They Seem to Be Everywhere, What Mite They Be?

They Seem to Be Everywhere, What Mite They Be?

By Bill Willis and John McLamb

July 3, 2018

Red Mites

Each spring, very small, bright red “bugs” were observed crawling on the campus concrete patio walls and planters. They seemed to like the sunshine as they run between the embedded pebbles. We’d seen them for many years, but never had a conclusive identification. Initially thought to be clover mites, web searches revealed that they might be concrete/sidewalk mites (Balaustium sp.), which looked similar to the clover mite (Bryobia praetiosa).

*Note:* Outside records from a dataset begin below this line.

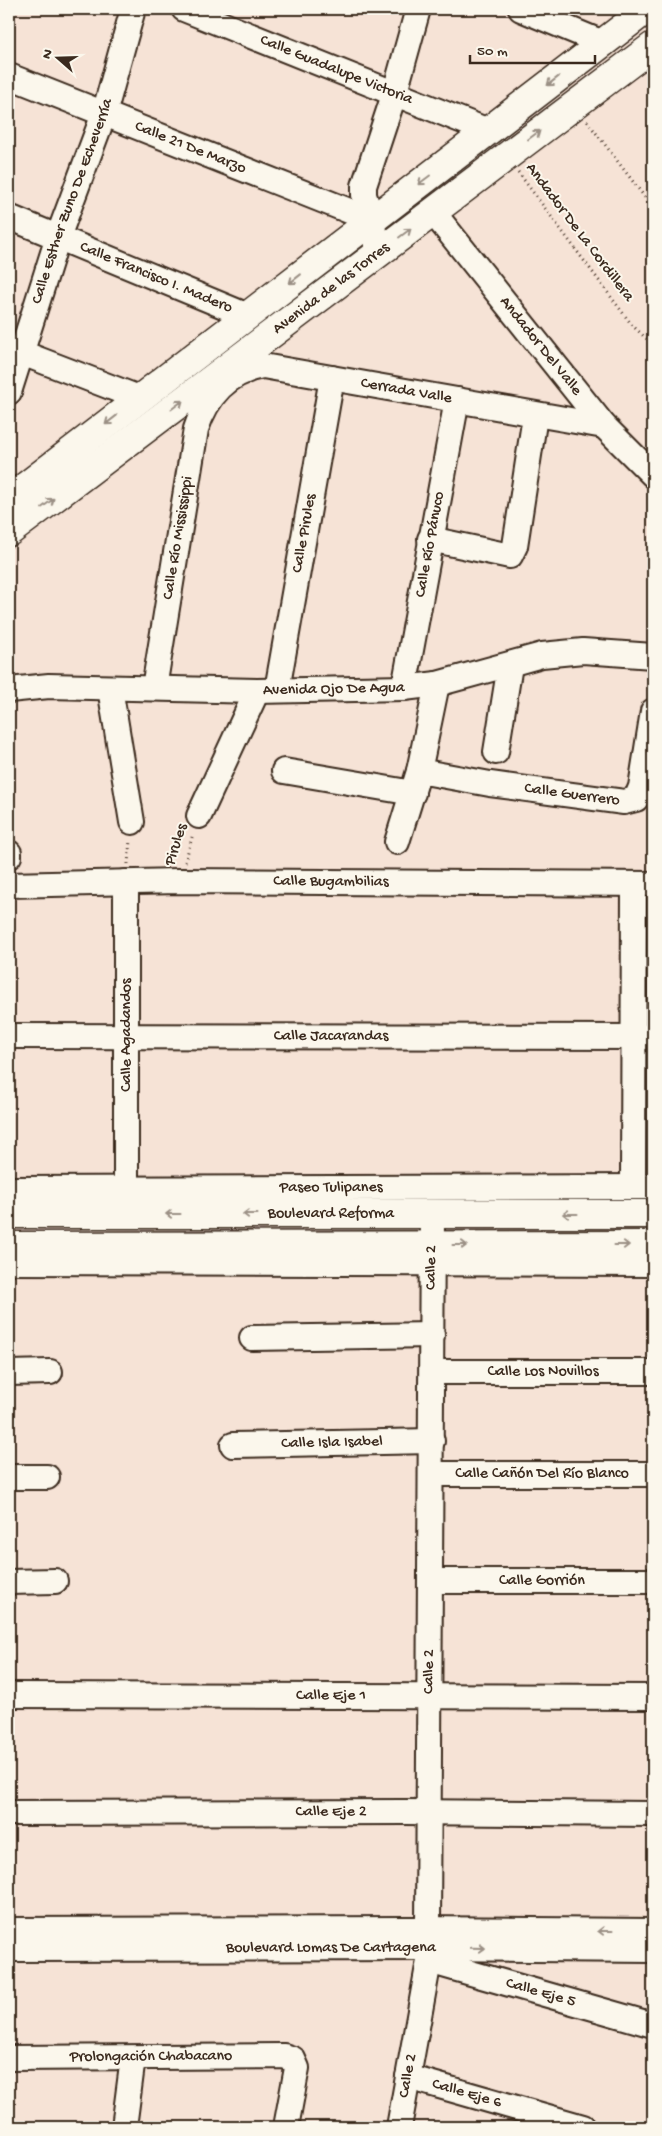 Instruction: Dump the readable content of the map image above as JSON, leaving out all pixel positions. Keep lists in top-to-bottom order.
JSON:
{
  "streets": {
    "main road": ["Avenida de las Torres", "Boulevard Reforma"],
    "street": [
      "Calle Guadalupe Victoria",
      "Calle 21 De Marzo",
      "Calle Esther Zuno De Echeverría",
      "Calle Francisco I. Madero",
      "Andador Del Valle",
      "Cerrada Valle",
      "Calle Pirules",
      "Calle Río Mississippi",
      "Calle Río Pánuco",
      "Avenida Ojo De Agua",
      "Calle Guerrero",
      "Calle Bugambilias",
      "Calle Agadandos",
      "Calle Jacarandas",
      "Paseo Tulipanes",
      "Calle 2",
      "Calle Los Novillos",
      "Calle Isla Isabel",
      "Calle Cañón Del Río Blanco",
      "Calle Gorrión",
      "Calle Eje 1",
      "Calle Eje 2",
      "Boulevard Lomas De Cartagena",
      "Calle Eje 5",
      "Prolongación Chabacano",
      "Calle Eje 6"
    ],
    "path": ["Andador De La Cordillera", "Pirules"]
  },
  "crossings": [
    ["Calle Guadalupe Victoria", "Avenida de las Torres"],
    ["Calle 21 De Marzo", "Calle Esther Zuno De Echeverría"],
    ["Calle 21 De Marzo", "Avenida de las Torres"],
    ["Calle Esther Zuno De Echeverría", "Calle Francisco I. Madero"],
    ["Andador De La Cordillera", "Avenida de las Torres"],
    ["Calle Francisco I. Madero", "Avenida de las Torres"],
    ["Avenida de las Torres", "Andador Del Valle"],
    ["Andador Del Valle", "Cerrada Valle"],
    ["Cerrada Valle", "Calle Pirules"],
    ["Cerrada Valle", "Calle Río Mississippi"],
    ["Cerrada Valle", "Calle Río Pánuco"],
    ["Calle Pirules", "Avenida Ojo De Agua"],
    ["Calle Pirules", "Pirules"],
    ["Calle Río Mississippi", "Avenida Ojo De Agua"],
    ["Calle Río Pánuco", "Avenida Ojo De Agua"],
    ["Pirules", "Calle Bugambilias"],
    ["Calle Bugambilias", "Calle Agadandos"],
    ["Calle Agadandos", "Calle Jacarandas"],
    ["Calle Agadandos", "Paseo Tulipanes"],
    ["Boulevard Reforma", "Calle 2"],
    ["Calle 2", "Calle Los Novillos"],
    ["Calle 2", "Calle Isla Isabel"],
    ["Calle 2", "Calle Cañón Del Río Blanco"],
    ["Calle 2", "Calle Gorrión"],
    ["Calle 2", "Calle Eje 1"],
    ["Calle 2", "Calle Eje 2"],
    ["Calle 2", "Boulevard Lomas De Cartagena"],
    ["Calle 2", "Calle Eje 5"],
    ["Calle 2", "Calle Eje 6"],
    ["Boulevard Lomas De Cartagena", "Calle Eje 5"]
  ],
  "scale_bar": "50 m",
  "north": "left"
}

They're fast, hard to see, and emit a red dye when squished, but no one has complained about getting bitten. The front pair of legs is longer than the second pair for both the clover and concrete mites. These red mites were not seen anywhere but on the masonry, and not on clover or surrounding vegetation. That was the same observation made by  that these mites were found on foundation walls, stonework and concrete sidewalks.

Red mites on pebbles
The red mites blend in very well with the pebbles in the masonry. Can you see them?
Photo courtesy of Bill Willis

Mites are kin to spiders and not insects, for they have four rather than three pairs of legs as adults. That makes them arachnids instead of true insects. The life cycle of mites is variable. Early stages may be parasitic while later ones are predatory depending on the species. Some mites begin as pollen eaters, and then become predatory or parasitic on other mites, small insects, birds and even mammals in later life stages.

Reports out of Florida would support the identification as a member of the predatory Balaustium mites that are fairly common in the United States. That would make them actually beneficial mites in the landscape. Since these mites are here a short length of time (April – May), there is no need to control unless they invade the home.